GOAL OF THE EXERCISE
Start the output with the opening line of the listing below and continue, reproducing each line exactly, up to and including the line that contains "0 4.5px,transparent 0".

DATA TO PROCESS
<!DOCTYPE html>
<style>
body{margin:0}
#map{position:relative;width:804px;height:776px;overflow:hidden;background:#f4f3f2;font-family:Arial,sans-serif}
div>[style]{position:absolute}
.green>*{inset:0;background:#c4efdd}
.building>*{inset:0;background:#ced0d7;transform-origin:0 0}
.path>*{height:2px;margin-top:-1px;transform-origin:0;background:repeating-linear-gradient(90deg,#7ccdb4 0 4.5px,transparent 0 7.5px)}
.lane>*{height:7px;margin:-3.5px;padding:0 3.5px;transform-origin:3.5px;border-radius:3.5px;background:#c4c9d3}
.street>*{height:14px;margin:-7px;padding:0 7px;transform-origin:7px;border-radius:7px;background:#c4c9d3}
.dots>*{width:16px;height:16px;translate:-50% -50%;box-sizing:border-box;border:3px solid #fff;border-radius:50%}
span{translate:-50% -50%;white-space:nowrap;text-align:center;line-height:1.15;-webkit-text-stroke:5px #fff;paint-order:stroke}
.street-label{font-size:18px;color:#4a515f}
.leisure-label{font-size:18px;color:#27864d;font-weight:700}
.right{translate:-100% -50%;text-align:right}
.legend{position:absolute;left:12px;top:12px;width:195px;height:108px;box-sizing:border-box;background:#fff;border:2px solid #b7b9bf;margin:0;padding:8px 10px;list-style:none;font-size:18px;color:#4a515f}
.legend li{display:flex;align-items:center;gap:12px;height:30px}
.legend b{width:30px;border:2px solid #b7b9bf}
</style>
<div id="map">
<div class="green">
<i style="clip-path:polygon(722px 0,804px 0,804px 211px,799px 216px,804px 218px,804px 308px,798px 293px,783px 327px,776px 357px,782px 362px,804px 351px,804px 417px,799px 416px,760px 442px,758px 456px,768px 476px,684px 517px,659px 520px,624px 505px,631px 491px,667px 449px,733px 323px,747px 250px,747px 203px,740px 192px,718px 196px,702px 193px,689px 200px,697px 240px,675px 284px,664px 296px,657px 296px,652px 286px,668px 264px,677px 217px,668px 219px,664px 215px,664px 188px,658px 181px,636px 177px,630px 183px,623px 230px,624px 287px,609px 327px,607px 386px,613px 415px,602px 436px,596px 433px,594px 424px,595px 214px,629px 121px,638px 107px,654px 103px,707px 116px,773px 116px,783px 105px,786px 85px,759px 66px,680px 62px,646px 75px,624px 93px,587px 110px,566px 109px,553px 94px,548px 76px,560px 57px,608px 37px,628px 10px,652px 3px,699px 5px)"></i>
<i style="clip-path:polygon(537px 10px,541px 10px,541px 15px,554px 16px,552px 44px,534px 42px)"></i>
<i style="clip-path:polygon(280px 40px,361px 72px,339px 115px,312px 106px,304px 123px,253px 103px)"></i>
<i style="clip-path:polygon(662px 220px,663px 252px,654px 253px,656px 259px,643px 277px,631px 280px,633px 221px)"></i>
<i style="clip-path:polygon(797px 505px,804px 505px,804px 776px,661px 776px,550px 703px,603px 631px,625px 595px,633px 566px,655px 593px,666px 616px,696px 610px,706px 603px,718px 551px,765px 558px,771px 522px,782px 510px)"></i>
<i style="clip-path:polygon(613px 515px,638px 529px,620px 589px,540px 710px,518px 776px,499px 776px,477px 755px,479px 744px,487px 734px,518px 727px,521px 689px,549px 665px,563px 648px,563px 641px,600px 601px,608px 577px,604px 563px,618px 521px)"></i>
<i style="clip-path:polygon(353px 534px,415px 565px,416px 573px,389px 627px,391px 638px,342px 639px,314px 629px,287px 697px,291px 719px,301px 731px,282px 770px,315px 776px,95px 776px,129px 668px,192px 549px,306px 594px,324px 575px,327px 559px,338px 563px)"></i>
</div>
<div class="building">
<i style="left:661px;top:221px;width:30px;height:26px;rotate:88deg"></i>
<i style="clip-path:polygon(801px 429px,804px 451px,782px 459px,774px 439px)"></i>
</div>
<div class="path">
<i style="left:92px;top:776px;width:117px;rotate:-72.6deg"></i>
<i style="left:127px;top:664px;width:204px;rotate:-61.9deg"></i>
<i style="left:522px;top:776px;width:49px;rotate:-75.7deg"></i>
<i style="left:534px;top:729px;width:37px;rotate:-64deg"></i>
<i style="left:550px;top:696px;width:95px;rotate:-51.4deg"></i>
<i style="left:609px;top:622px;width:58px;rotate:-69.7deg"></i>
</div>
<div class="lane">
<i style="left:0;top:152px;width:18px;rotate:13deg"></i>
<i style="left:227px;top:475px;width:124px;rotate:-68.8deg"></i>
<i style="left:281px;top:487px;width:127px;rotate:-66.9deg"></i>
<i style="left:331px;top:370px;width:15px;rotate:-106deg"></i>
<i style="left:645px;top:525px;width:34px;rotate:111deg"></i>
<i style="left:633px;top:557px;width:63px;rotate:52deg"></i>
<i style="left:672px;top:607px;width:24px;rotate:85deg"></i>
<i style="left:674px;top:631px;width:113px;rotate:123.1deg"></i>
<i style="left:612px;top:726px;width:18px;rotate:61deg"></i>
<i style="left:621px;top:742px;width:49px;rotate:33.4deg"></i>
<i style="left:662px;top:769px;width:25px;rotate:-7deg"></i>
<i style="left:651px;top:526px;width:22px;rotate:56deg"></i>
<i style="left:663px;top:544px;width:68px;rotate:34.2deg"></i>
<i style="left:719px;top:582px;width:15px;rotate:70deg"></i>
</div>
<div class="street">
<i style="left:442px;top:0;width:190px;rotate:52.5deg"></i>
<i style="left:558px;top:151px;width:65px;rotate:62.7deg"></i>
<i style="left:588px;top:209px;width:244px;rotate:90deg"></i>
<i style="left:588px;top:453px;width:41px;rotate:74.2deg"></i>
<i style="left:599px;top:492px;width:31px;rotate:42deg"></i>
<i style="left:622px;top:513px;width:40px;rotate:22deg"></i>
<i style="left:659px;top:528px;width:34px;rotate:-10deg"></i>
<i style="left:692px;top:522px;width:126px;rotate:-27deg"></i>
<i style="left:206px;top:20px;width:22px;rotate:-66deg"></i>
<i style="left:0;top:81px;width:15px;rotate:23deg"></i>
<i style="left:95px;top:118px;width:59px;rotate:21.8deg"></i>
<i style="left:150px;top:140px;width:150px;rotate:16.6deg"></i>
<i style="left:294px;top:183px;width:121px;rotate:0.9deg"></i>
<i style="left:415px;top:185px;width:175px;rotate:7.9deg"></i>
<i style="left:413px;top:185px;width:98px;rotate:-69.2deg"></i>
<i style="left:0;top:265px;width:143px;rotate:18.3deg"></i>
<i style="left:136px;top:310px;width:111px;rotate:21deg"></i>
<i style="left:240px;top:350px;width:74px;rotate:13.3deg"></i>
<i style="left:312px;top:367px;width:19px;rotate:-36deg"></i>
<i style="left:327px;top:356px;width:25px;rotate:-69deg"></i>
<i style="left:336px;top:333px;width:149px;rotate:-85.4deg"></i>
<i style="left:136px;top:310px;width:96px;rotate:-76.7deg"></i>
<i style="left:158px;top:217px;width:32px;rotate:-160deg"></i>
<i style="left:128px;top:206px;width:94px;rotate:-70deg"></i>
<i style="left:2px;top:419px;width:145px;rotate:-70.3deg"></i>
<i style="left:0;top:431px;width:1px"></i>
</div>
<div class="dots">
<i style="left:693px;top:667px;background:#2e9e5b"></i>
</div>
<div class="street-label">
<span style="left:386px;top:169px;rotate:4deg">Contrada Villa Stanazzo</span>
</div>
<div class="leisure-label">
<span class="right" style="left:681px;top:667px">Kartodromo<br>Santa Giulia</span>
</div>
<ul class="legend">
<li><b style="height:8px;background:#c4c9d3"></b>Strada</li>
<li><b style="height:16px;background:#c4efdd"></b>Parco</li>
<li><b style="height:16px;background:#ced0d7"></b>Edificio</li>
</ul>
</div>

FINISHED EXERCISE
<!DOCTYPE html>
<style>
body{margin:0}
#map{position:relative;width:804px;height:776px;overflow:hidden;background:#f4f3f2;font-family:Arial,sans-serif}
div>[style]{position:absolute}
.green>*{inset:0;background:#c4efdd}
.building>*{inset:0;background:#ced0d7;transform-origin:0 0}
.path>*{height:2px;margin-top:-1px;transform-origin:0;background:repeating-linear-gradient(90deg,#7ccdb4 0 4.5px,transparent 0 7.5px)}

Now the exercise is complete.